-- Entries shown follows --
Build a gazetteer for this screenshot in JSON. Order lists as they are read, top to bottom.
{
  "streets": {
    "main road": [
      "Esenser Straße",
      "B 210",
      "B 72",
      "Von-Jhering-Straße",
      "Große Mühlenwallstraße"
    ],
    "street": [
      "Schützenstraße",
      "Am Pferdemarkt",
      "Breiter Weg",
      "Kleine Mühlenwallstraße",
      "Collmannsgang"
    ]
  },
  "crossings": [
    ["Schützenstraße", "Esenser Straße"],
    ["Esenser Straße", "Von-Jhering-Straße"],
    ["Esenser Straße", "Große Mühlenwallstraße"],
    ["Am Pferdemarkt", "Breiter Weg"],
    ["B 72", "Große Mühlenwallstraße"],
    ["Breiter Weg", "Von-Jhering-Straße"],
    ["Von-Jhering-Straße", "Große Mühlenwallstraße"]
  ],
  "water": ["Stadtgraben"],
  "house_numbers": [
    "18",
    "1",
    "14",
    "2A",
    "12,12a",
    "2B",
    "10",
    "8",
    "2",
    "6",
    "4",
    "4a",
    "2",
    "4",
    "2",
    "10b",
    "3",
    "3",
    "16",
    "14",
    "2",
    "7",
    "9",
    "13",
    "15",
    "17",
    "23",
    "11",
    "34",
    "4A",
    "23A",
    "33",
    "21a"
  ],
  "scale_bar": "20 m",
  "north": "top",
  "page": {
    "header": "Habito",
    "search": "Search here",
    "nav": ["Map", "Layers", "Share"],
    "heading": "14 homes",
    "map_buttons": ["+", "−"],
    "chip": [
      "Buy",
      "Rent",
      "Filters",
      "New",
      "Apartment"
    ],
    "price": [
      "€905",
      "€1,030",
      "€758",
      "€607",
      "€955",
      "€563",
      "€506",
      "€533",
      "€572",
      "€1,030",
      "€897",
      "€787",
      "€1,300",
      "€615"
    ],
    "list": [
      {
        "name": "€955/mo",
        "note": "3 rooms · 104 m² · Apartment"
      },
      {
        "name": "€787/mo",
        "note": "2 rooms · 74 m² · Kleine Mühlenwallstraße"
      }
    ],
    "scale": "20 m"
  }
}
-- Entries shown concluded --
[What you have to do] Each record is to be given again in full, exactly as it reads.

[Solved exercise]
Build a gazetteer for this screenshot in JSON. Order lists as they are read, top to bottom.
{
  "streets": {
    "main road": [
      "Esenser Straße",
      "B 210",
      "B 72",
      "Von-Jhering-Straße",
      "Große Mühlenwallstraße"
    ],
    "street": [
      "Schützenstraße",
      "Am Pferdemarkt",
      "Breiter Weg",
      "Kleine Mühlenwallstraße",
      "Collmannsgang"
    ]
  },
  "crossings": [
    ["Schützenstraße", "Esenser Straße"],
    ["Esenser Straße", "Von-Jhering-Straße"],
    ["Esenser Straße", "Große Mühlenwallstraße"],
    ["Am Pferdemarkt", "Breiter Weg"],
    ["B 72", "Große Mühlenwallstraße"],
    ["Breiter Weg", "Von-Jhering-Straße"],
    ["Von-Jhering-Straße", "Große Mühlenwallstraße"]
  ],
  "water": ["Stadtgraben"],
  "house_numbers": [
    "18",
    "1",
    "14",
    "2A",
    "12,12a",
    "2B",
    "10",
    "8",
    "2",
    "6",
    "4",
    "4a",
    "2",
    "4",
    "2",
    "10b",
    "3",
    "3",
    "16",
    "14",
    "2",
    "7",
    "9",
    "13",
    "15",
    "17",
    "23",
    "11",
    "34",
    "4A",
    "23A",
    "33",
    "21a"
  ],
  "scale_bar": "20 m",
  "north": "top",
  "page": {
    "header": "Habito",
    "search": "Search here",
    "nav": ["Map", "Layers", "Share"],
    "heading": "14 homes",
    "map_buttons": ["+", "−"],
    "chip": [
      "Buy",
      "Rent",
      "Filters",
      "New",
      "Apartment"
    ],
    "price": [
      "€905",
      "€1,030",
      "€758",
      "€607",
      "€955",
      "€563",
      "€506",
      "€533",
      "€572",
      "€1,030",
      "€897",
      "€787",
      "€1,300",
      "€615"
    ],
    "list": [
      {
        "name": "€955/mo",
        "note": "3 rooms · 104 m² · Apartment"
      },
      {
        "name": "€787/mo",
        "note": "2 rooms · 74 m² · Kleine Mühlenwallstraße"
      }
    ],
    "scale": "20 m"
  }
}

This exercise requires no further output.